Amazing Spider-Man Masterworks volume 11


By Stan Lee, Gil Kane, John Romita & various (Marvel)
ISBN: 978-0-7851-3507-4 (HB)

Amazing Spider-Man was always a comicbook that matured with – or perhaps just slightly ahead – of its fan-base. As memories of the Swinging Sixties sank beneath the depressing weight of the Sordid Seventies, that feeling seemed to intensify with every issue…

This electrifying eleventh full-colour collection of chronologically congregated early adventures of the Amazing Arachnoid sees the World’s Most Misunderstood Hero foreshadowing a major change in the tone and timbre of comics even while continuing the long climb to becoming a global household name…

After a rather nervous nativity The Amazing Spider-Man soon became a certified sensation with kids of all ages. Before too long the quirky, charming, thrillingly action-packed comics soap-opera would become the model for an entire generation of younger heroes impatiently elbowing aside the staid, (relatively) old thirty-something mystery-men of previous publications and hallowed tradition.

Smart-but-alienated Peter Parker was bitten by a radioactive spider during a school trip. Discovering strange superhuman abilities which he augmented with his own natural chemistry, physics and engineering genius, the kid did what any lonely, geeky nerd would do with such newfound prowess: he tried to cash in for girls, fame and money.

Making a costume to hide his identity in case he made a fool of himself, Parker became a minor media celebrity – and a criminally self-important one. To his eternal regret, when a thief fled past him one night he didn’t lift a finger to stop him, only to find when he returned home that his guardian uncle Ben Parker had been murdered.

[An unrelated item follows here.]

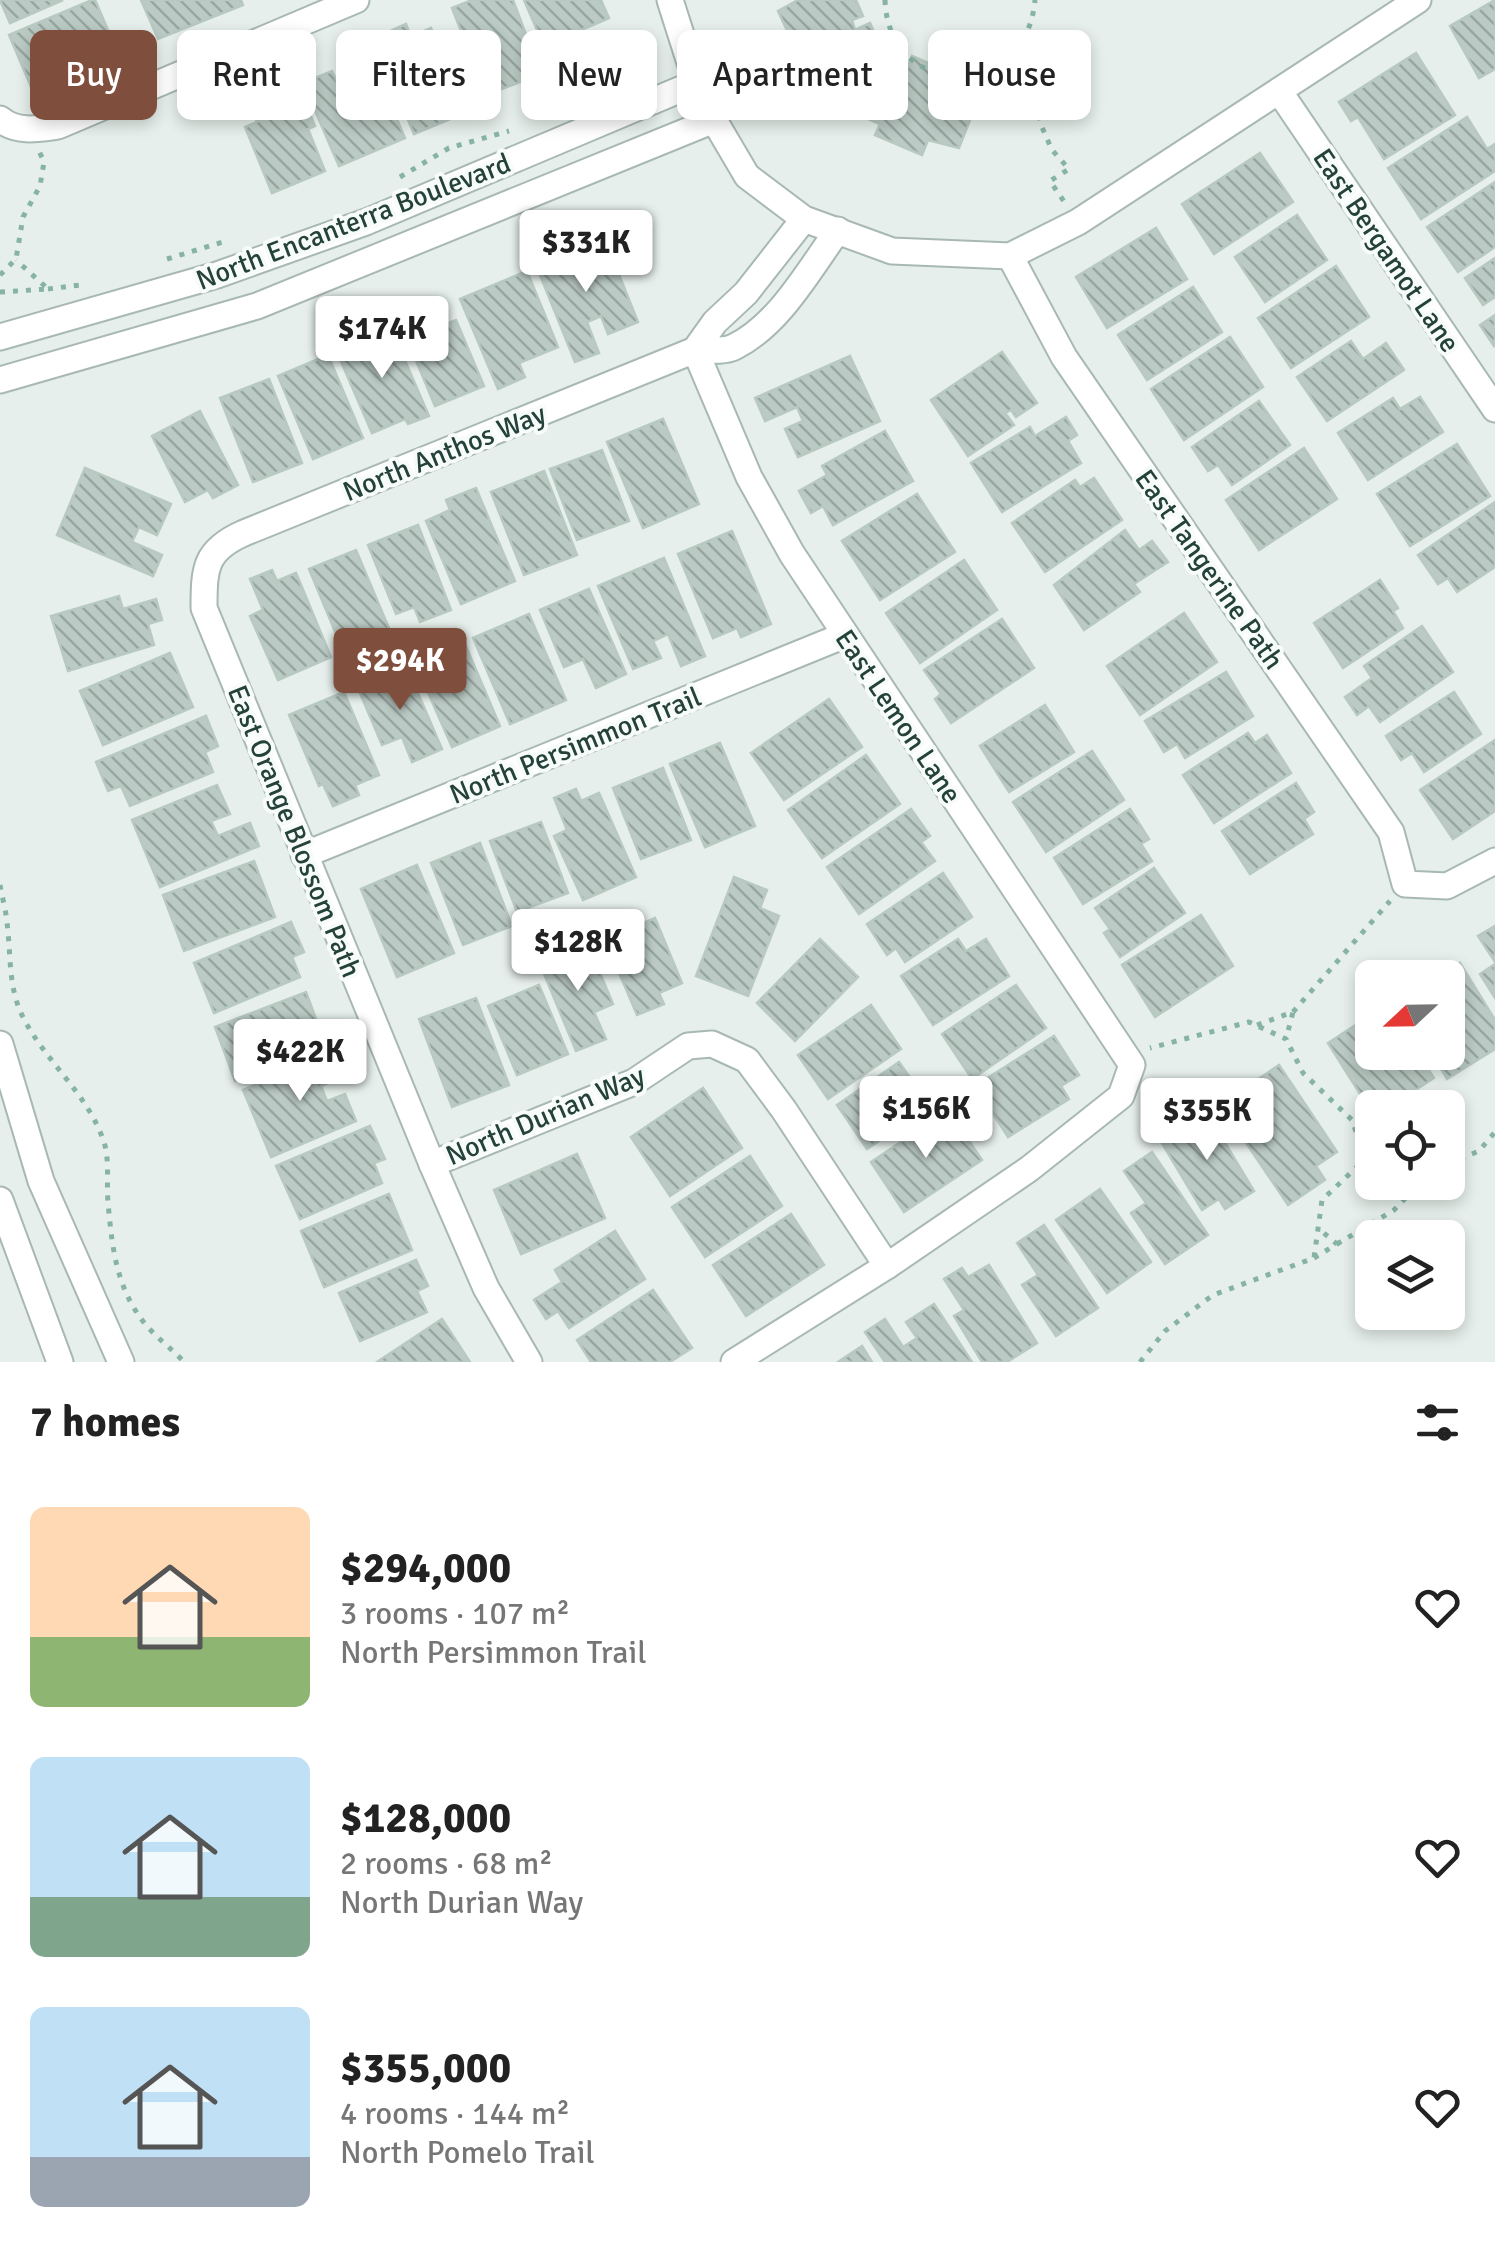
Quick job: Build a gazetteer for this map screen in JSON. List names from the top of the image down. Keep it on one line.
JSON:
{"streets":{"street":["North Encanterra Boulevard","East Bergamot Lane","North Anthos Way","East Tangerine Path","East Lemon Lane","North Persimmon Trail","East Orange Blossom Path","North Durian Way"]},"crossings":[["North Anthos Way","East Lemon Lane"],["North Anthos Way","East Orange Blossom Path"],["East Lemon Lane","North Persimmon Trail"],["North Persimmon Trail","East Orange Blossom Path"],["East Orange Blossom Path","North Durian Way"]],"north":"left","page":{"chip":["Buy","Rent","Filters","New","Apartment","House"],"price":["$331K","$174K","$294K","$128K","$422K","$156K","$355K"],"heading":"7 homes","list":[{"name":"$294,000","note":"3 rooms · 107 m² · North Persimmon Trail"},{"name":"$128,000","note":"2 rooms · 68 m² · North Durian Way"},{"name":"$355,000","note":"4 rooms · 144 m² · North Pomelo Trail"}]}}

Crazed and vengeful, Peter hunted the assailant who’d made his beloved Aunt May a widow and killed the only father he had ever known, discovering, to his horror, that it was the self-same felon he had neglected to stop. His irresponsibility had resulted in the death of the man who raised him, and the traumatised boy swore to forevermore use his powers to help others…

Since that night, the Wondrous Wallcrawler tirelessly battled miscreants, monsters and madmen, with a fickle, ungrateful public usually baying for his blood even as he perpetually saves them…

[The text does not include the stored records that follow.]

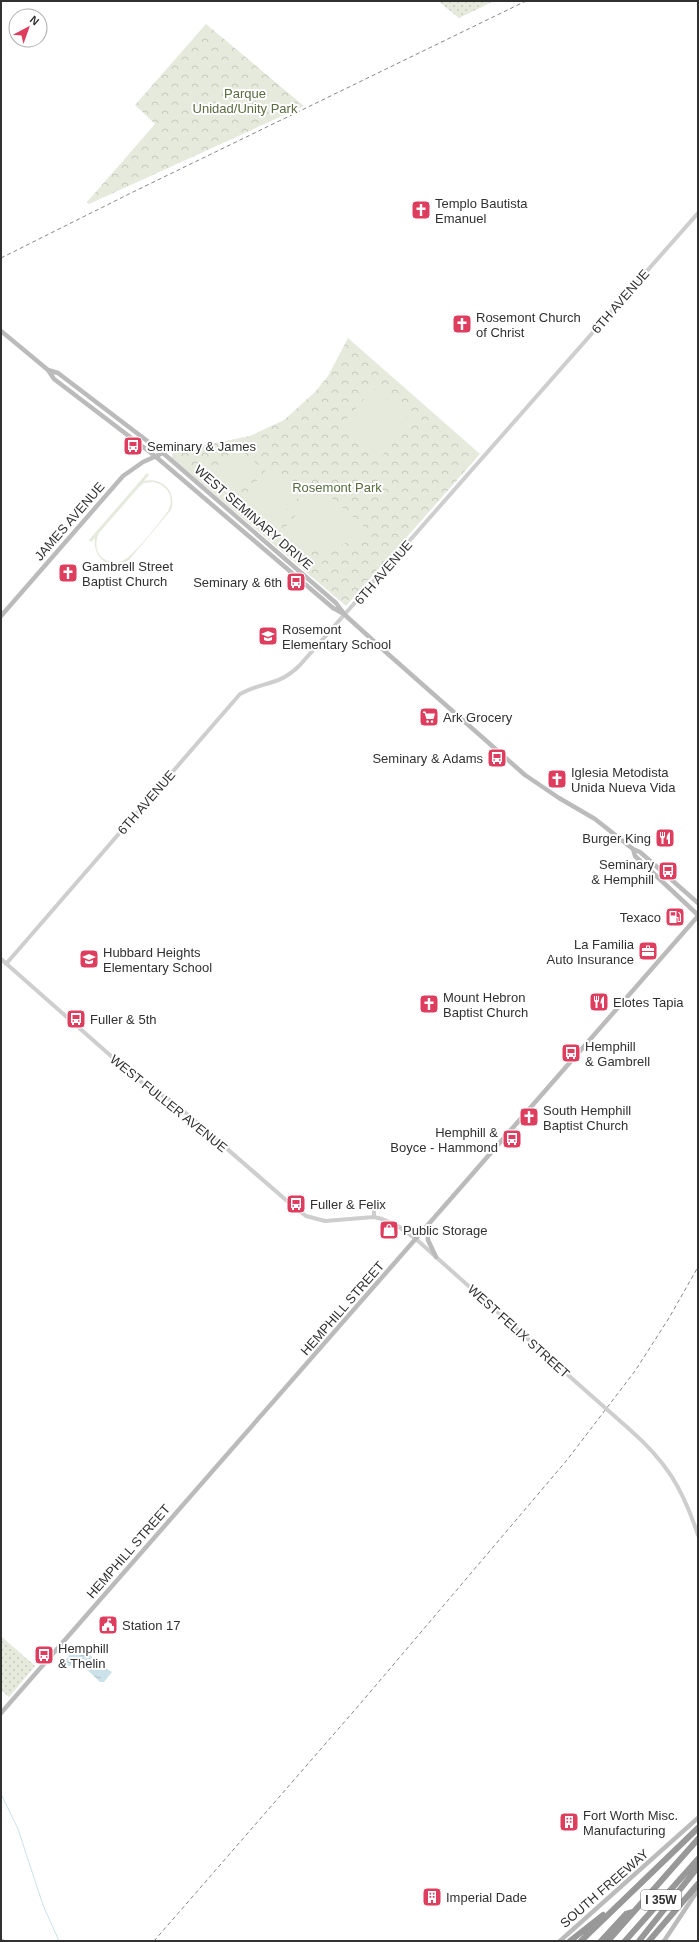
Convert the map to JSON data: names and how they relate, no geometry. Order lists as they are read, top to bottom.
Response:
{
  "streets": {
    "highway": ["I 35W"],
    "main road": [
      "WEST SEMINARY DRIVE",
      "JAMES AVENUE",
      "HEMPHILL STREET",
      "SOUTH FREEWAY"
    ],
    "street": ["6TH AVENUE", "WEST FULLER AVENUE", "WEST FELIX STREET"]
  },
  "crossings": [
    ["6TH AVENUE", "WEST SEMINARY DRIVE"],
    ["6TH AVENUE", "WEST FULLER AVENUE"],
    ["WEST SEMINARY DRIVE", "JAMES AVENUE"],
    ["WEST SEMINARY DRIVE", "HEMPHILL STREET"],
    ["WEST FULLER AVENUE", "WEST FELIX STREET"],
    ["HEMPHILL STREET", "WEST FELIX STREET"]
  ],
  "parks": ["Parque Unidad/Unity Park", "Rosemont Park"],
  "places": {
    "church": [
      "Templo Bautista Emanuel",
      "Rosemont Church of Christ",
      "Gambrell Street Baptist Church",
      "Iglesia Metodista Unida Nueva Vida",
      "Mount Hebron Baptist Church",
      "South Hemphill Baptist Church"
    ],
    "bus stop": [
      "Seminary & James",
      "Seminary & 6th",
      "Seminary & Adams",
      "Seminary & Hemphill",
      "Fuller & 5th",
      "Hemphill & Gambrell",
      "Hemphill & Boyce - Hammond",
      "Fuller & Felix",
      "Hemphill & Thelin"
    ],
    "school or university": ["Rosemont Elementary School", "Hubbard Heights Elementary School"],
    "supermarket": ["Ark Grocery"],
    "restaurant": ["Burger King", "Elotes Tapia"],
    "fuel station": ["Texaco"],
    "office": ["La Familia Auto Insurance"],
    "shop": ["Public Storage"],
    "public building": ["Station 17"],
    "building": ["Fort Worth Misc. Manufacturing", "Imperial Dade"]
  },
  "north": "top right"
}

Re-presenting Amazing Spider-Man #100-109 – originally released between September 1971 and June 1972 – the astonishing tales begins with ‘The Spider or the Man?’ (by Stan Lee, Gil Kane & Frank Giacoia): a long-anticipated anniversary issue which proved to be a game-changing shocker as, determined to retire and marry, Peter attempts to destroy his powers with an untested self-concocted serum…

The result is a hallucinogenic trip wherein action ace Kane got to draw an all-out battle between Spidey and an army of old enemies, culminating in a waking nightmare when Parker regains consciousness and discovers he’s grown four additional arms…

With #101 Roy Thomas stepped in as scripter for ‘A Monster Called… Morbius!’, as the eight-limbed hero desperately seeks some way to reverse his condition. Fortuitously, he stumbles across a murderous costumed horror who drinks human blood. Making matters even worse is old foe The Lizard who turns up, determined to kill them both…

Amongst the many things banned by the Comics Code in 1954 were horror staples vampires and werewolves, but the changing comics tastes and rising costs of the early 1970s were seeing superhero titles dropping like flies in a blizzard.

With interest in suspense and the supernatural growing, all comics publishers were pushing to re-establish scary comics again, and the covert introduction of a “Living Vampire” in superhero staple Spider-Man led to another challenge to the CCA, the eventually revision of the horror section of the Code and a resurgent rise of supernatural heroes and titles.

For one month Marvel also experimented with double-sized comicbooks (DC’s switch to 52-page issues lasted almost a year – August 1971-June 1972 cover-dates) and Amazing Spider-Man #102 featured an immense, three-chapter blockbuster beginning with ‘Vampire at Large!’ wherein the octo-webspinner and anthropoid reptile join forces to hunt the a science-spawned bloodsucker after discovering a factor in the vampire’s saliva could cure both part-time monsters’ respective conditions.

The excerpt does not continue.